J’aime beaucoup le mot bonheur.

Longtemps, j’ai pensé que c’était soit trop facile, soit trop difficile de parler du bonheur.

Et j’ai dépassé cette pudeur. Ou plutôt je l’approfondis, cette pudeur, en face du mot bonheur. Je le prends dans toute la variété de ses significations, y compris celle des Béatitudes. Je dirais que la formule du bonheur c’est : « Heureux celui qui… »

Alors, le bonheur, je le salue comme justement une « re-connaissance », dans les trois sens du mot : je le reconnais comme étant mien, je l’approuve chez autrui, et j’ai de la gratitude pour ce que j’en ai connu, ces petits bonheurs, parmi lesquels ceux de la mémoire, pour me guérir des grands malheurs de l’oubli.
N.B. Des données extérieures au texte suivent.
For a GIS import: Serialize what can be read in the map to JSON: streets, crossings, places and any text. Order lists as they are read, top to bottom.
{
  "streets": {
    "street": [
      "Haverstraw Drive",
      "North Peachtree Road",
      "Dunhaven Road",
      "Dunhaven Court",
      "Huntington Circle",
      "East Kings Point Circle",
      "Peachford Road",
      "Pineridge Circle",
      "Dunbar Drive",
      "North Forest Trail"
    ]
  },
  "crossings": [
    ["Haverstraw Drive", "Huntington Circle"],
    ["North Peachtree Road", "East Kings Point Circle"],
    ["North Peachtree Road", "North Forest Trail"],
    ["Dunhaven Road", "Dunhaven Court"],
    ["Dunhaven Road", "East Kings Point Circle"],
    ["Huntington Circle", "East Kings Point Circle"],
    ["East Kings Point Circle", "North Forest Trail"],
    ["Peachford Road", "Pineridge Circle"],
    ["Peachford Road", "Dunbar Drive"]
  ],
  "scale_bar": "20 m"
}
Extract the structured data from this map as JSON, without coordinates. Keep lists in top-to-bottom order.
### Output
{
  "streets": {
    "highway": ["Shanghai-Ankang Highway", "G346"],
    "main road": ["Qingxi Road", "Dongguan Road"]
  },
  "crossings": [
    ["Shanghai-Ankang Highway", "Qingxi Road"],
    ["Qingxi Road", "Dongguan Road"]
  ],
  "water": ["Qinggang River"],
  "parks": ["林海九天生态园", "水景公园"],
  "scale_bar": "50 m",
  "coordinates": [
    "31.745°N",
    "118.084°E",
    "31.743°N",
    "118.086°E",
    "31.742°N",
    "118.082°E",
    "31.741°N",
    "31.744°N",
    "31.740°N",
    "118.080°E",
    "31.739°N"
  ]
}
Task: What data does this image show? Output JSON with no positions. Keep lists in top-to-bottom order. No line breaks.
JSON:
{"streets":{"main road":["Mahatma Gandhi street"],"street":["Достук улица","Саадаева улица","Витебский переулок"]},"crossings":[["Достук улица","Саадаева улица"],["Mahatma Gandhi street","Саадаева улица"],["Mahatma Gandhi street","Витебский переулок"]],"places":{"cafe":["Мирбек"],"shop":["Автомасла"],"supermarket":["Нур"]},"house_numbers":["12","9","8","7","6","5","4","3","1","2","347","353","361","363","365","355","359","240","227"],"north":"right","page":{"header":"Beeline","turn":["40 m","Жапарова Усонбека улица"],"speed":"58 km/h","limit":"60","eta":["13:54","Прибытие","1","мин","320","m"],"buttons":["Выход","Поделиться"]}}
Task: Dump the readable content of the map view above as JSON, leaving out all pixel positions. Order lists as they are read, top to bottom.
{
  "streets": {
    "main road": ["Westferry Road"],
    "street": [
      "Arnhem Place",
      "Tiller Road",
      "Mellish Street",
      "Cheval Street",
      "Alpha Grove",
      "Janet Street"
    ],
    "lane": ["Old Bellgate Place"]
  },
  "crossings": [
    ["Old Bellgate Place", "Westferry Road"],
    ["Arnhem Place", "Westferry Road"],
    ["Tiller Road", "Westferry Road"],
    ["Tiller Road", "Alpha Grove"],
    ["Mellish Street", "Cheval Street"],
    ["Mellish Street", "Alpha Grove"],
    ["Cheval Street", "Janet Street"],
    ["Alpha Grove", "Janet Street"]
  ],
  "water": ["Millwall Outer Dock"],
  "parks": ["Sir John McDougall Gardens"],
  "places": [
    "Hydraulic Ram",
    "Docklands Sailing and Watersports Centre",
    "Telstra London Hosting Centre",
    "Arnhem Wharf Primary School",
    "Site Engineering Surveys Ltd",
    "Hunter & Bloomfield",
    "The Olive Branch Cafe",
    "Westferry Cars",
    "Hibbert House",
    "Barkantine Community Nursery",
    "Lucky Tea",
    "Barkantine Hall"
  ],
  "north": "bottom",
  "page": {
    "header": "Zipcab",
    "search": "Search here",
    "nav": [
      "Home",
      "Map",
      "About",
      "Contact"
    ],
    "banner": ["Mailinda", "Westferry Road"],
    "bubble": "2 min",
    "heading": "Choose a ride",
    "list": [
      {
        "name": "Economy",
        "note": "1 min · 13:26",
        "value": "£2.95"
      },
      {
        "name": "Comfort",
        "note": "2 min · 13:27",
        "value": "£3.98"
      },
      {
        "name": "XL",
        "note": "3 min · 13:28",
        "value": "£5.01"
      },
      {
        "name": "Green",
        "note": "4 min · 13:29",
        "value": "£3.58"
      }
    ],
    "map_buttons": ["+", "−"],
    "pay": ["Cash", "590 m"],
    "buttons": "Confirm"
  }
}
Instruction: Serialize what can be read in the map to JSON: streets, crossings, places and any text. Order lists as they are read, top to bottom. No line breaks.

Et c’est là que je fonctionne à la fois comme philosophe, nourri des Grecs, et lecteur de la Bible et de l’Évangile, où on peut suivre le parcours du mot bonheur, mais dans les deux registres. Parce que le meilleur de la philosophie grecque est une réflexion sur le bonheur, le mot grec eudeimon - on a parlé de l’eudémonisme philosophique, chez Platon, chez Aristote -, et je m’y retrouve très bien avec la Bible. Je pense tout d’un coup au début du psaume 4 : « Ah ! Qui nous enseignera le bonheur ? » C’est une question un peu rhétorique, mais qui a sa réponse dans les Béatitudes.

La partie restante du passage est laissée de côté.